▶ **Exercise objective**
Every line below that contains "baseFrequency" is to be copied.

▶ **Information shown**
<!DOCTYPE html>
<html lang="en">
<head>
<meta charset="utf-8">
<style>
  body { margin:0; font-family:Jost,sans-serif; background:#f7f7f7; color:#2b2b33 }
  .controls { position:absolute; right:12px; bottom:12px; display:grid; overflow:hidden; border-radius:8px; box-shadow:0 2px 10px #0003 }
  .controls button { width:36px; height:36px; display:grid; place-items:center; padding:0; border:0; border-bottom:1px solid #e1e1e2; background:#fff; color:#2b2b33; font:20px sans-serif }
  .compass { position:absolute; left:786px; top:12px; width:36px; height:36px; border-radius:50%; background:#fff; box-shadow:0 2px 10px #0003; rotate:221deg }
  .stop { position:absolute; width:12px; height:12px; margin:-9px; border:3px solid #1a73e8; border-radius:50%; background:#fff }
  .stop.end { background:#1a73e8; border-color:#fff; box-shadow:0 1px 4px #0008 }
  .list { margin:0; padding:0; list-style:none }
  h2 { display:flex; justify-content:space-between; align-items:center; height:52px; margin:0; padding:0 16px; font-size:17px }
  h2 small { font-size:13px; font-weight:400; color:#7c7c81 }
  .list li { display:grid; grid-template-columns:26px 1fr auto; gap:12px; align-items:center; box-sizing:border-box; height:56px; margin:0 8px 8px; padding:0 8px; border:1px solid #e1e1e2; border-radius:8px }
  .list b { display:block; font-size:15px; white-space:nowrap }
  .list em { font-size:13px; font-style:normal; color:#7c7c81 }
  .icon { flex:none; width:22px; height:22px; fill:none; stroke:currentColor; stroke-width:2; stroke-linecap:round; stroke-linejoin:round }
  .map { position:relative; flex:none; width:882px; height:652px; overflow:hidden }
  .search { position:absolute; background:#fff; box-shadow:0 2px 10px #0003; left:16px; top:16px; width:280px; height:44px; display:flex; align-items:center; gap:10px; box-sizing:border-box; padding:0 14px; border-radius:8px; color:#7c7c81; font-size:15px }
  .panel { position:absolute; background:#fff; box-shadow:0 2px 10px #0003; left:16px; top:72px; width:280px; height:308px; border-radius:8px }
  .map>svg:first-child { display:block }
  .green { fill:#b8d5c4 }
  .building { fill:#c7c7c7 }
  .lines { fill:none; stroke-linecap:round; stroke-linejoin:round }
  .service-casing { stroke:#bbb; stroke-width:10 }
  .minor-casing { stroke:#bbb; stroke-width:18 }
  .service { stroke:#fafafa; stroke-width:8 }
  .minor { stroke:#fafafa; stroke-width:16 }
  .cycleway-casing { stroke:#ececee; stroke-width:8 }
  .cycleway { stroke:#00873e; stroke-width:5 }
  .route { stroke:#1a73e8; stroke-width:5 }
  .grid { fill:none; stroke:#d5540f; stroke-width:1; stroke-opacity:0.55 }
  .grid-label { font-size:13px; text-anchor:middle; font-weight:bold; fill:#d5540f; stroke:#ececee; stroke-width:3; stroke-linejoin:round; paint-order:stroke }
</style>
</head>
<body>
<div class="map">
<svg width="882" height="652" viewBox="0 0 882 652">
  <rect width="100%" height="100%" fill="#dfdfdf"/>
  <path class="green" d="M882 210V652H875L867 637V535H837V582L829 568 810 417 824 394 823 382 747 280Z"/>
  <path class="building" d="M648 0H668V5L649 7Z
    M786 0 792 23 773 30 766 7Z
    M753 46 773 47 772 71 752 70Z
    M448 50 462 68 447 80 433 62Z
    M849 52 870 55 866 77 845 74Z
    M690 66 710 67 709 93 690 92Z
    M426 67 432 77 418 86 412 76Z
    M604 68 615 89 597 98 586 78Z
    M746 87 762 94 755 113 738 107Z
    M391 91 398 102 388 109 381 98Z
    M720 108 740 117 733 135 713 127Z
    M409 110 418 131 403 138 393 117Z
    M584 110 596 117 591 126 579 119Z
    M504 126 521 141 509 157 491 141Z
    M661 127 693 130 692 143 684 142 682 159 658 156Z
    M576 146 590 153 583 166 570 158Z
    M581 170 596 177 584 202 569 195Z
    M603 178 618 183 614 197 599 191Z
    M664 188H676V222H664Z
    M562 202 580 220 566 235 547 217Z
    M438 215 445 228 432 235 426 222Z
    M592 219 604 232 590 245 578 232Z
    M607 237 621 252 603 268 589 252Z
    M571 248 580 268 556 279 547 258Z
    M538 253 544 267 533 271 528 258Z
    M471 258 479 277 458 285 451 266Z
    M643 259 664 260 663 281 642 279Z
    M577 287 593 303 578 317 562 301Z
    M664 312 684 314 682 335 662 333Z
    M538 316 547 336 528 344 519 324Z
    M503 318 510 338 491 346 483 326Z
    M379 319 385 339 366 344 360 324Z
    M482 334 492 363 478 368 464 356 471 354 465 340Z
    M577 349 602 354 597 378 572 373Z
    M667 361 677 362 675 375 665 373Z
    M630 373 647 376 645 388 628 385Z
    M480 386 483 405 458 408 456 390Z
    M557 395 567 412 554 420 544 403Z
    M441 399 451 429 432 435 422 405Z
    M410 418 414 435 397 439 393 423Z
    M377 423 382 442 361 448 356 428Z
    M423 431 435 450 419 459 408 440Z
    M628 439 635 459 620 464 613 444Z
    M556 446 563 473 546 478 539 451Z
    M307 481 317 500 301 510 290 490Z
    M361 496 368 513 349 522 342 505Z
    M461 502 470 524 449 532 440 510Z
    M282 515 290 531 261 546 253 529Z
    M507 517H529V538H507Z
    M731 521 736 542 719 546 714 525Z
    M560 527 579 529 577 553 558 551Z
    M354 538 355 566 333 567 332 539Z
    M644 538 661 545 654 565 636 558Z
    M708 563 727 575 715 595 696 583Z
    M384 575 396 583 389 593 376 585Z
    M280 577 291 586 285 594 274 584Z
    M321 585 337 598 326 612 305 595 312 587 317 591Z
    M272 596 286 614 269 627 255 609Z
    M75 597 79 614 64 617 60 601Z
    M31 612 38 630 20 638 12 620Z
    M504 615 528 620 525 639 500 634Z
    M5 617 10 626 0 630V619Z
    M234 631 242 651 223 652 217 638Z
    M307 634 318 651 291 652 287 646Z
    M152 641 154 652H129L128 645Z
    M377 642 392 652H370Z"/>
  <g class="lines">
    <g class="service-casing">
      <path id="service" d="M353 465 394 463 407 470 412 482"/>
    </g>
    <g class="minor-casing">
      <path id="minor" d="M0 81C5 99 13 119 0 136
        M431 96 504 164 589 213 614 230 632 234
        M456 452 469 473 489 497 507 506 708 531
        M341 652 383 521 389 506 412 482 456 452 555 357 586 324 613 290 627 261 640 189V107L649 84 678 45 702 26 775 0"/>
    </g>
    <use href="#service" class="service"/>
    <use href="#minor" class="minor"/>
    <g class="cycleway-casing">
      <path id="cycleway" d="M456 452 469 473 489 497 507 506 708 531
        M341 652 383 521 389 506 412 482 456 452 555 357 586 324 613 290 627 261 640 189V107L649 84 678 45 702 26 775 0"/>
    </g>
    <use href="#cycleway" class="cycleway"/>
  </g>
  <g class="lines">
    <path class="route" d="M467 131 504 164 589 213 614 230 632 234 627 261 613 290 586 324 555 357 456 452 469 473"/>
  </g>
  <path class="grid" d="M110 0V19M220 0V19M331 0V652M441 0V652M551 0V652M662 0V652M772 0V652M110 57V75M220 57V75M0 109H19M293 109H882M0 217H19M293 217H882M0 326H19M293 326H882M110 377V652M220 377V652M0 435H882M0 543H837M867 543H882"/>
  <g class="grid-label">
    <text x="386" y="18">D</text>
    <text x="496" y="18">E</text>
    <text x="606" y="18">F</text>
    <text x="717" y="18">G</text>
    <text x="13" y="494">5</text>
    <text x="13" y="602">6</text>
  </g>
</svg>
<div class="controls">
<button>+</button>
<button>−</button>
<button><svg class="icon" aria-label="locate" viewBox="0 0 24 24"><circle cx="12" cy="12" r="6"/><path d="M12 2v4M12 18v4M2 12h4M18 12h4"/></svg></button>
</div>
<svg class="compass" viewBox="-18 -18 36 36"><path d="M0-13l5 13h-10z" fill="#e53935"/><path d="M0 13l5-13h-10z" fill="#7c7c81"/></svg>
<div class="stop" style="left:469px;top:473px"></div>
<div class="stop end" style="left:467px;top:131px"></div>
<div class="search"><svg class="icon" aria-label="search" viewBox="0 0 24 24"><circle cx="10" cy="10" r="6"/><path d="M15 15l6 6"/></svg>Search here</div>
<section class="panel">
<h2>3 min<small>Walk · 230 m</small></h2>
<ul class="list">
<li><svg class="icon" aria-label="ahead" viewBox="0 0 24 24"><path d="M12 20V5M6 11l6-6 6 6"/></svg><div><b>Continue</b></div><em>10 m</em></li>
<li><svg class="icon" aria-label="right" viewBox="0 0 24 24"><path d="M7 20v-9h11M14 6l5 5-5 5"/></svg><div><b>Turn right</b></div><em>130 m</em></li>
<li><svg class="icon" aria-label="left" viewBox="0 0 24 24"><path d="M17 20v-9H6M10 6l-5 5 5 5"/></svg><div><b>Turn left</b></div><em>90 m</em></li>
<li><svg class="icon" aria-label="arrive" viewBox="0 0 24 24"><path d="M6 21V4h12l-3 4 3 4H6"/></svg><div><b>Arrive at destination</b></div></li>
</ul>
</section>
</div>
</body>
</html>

---

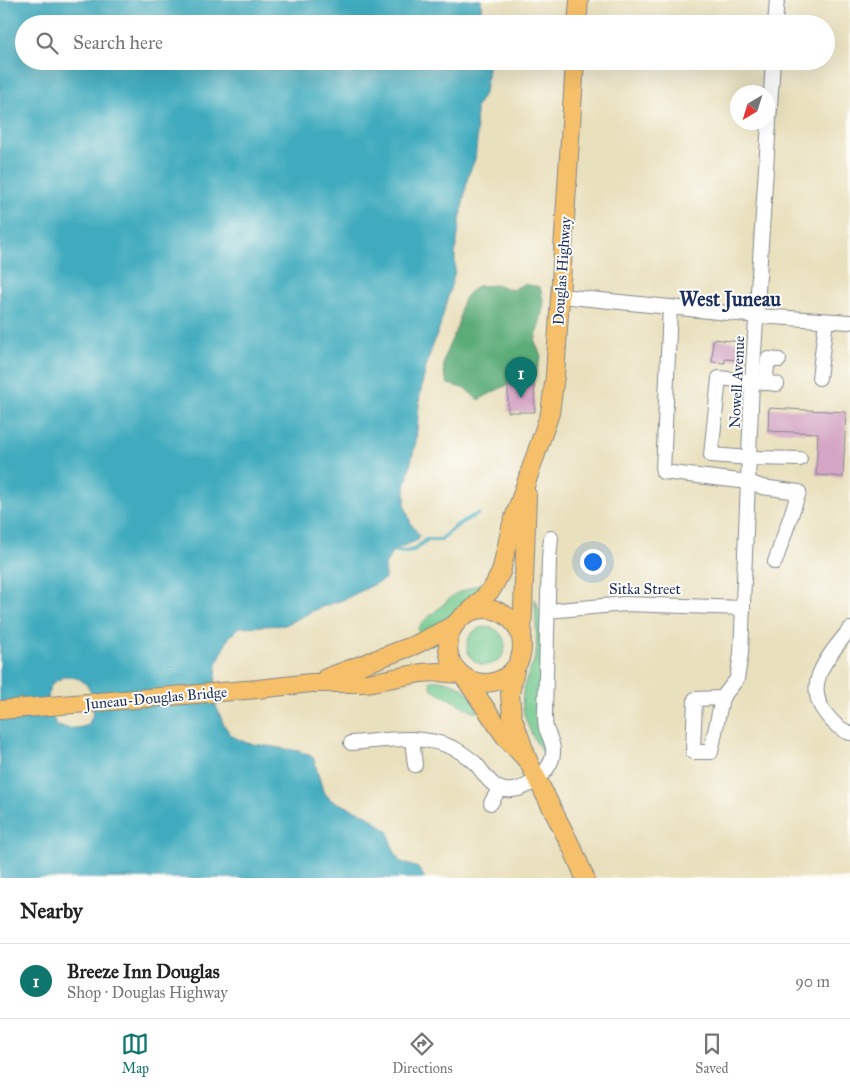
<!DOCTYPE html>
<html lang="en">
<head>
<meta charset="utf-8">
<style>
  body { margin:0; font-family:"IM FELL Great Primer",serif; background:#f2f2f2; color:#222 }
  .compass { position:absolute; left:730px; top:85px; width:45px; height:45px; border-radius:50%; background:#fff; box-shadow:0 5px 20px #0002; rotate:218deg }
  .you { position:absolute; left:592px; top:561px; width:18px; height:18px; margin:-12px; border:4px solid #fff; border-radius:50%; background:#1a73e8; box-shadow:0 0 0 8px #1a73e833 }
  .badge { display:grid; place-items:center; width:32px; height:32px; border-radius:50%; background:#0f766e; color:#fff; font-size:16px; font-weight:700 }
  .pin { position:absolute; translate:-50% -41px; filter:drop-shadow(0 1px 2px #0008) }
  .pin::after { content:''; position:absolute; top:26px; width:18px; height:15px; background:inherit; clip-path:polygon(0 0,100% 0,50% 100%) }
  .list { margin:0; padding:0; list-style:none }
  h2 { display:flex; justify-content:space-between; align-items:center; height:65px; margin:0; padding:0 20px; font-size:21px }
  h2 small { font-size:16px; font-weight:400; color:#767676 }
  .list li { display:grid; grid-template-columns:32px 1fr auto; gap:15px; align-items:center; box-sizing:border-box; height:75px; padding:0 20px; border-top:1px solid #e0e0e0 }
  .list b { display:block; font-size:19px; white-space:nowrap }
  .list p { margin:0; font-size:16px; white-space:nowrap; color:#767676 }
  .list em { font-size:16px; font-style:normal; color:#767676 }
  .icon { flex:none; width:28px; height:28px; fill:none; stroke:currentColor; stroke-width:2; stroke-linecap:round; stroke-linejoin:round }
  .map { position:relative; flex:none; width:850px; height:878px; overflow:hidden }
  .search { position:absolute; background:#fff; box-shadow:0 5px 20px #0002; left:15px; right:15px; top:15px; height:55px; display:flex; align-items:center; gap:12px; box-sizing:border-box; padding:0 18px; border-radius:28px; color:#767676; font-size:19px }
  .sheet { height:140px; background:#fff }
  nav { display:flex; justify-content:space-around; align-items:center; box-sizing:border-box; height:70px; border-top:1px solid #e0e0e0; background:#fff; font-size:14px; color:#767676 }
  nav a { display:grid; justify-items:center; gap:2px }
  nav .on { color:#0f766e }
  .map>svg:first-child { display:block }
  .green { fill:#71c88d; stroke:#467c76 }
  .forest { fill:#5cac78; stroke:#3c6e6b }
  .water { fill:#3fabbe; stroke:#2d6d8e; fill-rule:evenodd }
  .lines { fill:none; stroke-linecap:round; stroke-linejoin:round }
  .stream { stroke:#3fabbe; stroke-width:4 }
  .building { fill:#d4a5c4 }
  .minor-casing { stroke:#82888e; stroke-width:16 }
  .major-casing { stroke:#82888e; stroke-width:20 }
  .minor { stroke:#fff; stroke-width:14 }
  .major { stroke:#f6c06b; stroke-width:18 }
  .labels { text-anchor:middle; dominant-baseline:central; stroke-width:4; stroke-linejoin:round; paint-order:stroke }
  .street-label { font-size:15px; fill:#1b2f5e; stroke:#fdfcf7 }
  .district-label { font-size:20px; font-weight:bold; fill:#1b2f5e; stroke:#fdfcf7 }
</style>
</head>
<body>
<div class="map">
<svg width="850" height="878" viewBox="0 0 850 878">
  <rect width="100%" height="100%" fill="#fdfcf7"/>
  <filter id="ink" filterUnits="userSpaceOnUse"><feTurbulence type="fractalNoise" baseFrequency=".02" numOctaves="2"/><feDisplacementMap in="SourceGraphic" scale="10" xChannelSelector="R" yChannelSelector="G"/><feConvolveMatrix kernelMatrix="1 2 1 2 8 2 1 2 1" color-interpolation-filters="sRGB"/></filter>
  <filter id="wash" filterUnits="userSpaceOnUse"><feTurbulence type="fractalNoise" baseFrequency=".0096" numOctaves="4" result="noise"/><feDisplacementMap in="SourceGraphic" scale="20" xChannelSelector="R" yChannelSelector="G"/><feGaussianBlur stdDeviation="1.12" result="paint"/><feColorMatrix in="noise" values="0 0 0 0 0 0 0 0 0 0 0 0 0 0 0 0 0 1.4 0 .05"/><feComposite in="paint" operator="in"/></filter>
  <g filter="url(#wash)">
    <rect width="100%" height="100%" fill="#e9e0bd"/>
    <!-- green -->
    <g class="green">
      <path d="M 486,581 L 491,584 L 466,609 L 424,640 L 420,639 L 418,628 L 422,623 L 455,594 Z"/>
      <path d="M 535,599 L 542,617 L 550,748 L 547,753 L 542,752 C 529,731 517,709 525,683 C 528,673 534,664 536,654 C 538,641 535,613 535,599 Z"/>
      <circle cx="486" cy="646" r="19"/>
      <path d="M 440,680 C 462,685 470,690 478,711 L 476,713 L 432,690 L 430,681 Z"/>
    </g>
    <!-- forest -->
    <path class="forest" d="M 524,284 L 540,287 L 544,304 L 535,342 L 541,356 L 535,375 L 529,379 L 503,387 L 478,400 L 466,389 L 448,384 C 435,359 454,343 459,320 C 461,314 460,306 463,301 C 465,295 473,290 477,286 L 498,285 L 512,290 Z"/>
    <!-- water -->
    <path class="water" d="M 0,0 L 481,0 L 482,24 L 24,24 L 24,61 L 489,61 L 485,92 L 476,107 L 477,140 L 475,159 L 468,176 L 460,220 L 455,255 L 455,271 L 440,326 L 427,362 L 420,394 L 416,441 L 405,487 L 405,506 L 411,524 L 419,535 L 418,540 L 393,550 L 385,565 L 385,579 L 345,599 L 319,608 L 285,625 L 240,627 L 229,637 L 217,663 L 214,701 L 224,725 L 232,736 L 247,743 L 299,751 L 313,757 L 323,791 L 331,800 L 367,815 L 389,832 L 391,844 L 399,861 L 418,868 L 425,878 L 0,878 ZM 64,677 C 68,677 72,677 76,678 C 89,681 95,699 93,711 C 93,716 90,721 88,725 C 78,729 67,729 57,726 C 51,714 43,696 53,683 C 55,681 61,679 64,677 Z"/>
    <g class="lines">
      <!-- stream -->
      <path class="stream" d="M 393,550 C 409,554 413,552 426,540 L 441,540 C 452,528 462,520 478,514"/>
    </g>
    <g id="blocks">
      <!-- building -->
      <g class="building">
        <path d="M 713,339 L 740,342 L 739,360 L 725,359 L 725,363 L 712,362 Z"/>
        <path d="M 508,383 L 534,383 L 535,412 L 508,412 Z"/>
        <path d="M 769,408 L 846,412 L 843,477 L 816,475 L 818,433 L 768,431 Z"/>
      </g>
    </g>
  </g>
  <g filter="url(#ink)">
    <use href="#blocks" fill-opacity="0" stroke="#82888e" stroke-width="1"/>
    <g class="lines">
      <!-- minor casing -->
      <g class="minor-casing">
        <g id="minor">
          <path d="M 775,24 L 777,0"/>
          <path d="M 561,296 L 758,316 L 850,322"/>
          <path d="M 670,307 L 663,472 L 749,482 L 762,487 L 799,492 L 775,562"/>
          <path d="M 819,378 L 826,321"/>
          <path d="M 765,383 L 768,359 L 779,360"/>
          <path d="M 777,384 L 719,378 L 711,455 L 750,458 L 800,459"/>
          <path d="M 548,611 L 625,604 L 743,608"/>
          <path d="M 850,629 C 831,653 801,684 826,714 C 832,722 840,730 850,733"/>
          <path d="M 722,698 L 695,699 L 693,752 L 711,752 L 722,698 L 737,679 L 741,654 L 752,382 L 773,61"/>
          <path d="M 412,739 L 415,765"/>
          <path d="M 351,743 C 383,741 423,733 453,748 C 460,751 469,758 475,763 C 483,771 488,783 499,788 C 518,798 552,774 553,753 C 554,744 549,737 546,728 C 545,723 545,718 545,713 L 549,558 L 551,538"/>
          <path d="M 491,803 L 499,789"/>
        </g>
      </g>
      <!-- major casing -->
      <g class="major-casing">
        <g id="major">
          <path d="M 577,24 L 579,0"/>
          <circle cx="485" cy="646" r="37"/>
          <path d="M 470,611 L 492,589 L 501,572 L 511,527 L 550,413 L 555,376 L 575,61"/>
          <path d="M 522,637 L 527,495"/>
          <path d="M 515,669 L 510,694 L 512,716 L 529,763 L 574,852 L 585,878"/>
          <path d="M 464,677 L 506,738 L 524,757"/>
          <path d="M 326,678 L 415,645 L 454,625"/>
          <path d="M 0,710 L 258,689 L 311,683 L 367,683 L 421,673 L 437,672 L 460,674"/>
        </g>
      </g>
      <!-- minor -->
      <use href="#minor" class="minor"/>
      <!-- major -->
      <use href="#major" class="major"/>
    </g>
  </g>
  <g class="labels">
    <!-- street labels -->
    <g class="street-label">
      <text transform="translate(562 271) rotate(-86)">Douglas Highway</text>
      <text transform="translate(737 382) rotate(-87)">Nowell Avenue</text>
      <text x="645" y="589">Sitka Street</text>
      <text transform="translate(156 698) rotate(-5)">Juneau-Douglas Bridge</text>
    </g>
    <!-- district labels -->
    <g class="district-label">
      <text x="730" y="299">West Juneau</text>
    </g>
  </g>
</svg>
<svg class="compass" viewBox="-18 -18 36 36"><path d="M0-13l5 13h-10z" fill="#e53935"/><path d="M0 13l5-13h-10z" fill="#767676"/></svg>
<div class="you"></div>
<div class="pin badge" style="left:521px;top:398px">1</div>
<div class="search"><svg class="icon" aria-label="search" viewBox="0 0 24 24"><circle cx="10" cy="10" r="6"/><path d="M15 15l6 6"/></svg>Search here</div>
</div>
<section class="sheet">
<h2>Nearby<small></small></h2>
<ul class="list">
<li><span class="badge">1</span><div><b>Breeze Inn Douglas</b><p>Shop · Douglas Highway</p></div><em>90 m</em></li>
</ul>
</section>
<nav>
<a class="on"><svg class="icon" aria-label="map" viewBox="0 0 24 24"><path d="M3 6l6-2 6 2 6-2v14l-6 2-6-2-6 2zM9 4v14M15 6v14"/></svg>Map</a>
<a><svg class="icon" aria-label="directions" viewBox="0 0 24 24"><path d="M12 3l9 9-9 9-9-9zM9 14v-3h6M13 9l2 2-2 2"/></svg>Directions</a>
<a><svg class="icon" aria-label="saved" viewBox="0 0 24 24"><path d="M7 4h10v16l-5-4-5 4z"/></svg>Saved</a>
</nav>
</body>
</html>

▶ **Solution to this problem**
  <filter id="ink" filterUnits="userSpaceOnUse"><feTurbulence type="fractalNoise" baseFrequency=".02" numOctaves="2"/><feDisplacementMap in="SourceGraphic" scale="10" xChannelSelector="R" yChannelSelector="G"/><feConvolveMatrix kernelMatrix="1 2 1 2 8 2 1 2 1" color-interpolation-filters="sRGB"/></filter>
  <filter id="wash" filterUnits="userSpaceOnUse"><feTurbulence type="fractalNoise" baseFrequency=".0096" numOctaves="4" result="noise"/><feDisplacementMap in="SourceGraphic" scale="20" xChannelSelector="R" yChannelSelector="G"/><feGaussianBlur stdDeviation="1.12" result="paint"/><feColorMatrix in="noise" values="0 0 0 0 0 0 0 0 0 0 0 0 0 0 0 0 0 1.4 0 .05"/><feComposite in="paint" operator="in"/></filter>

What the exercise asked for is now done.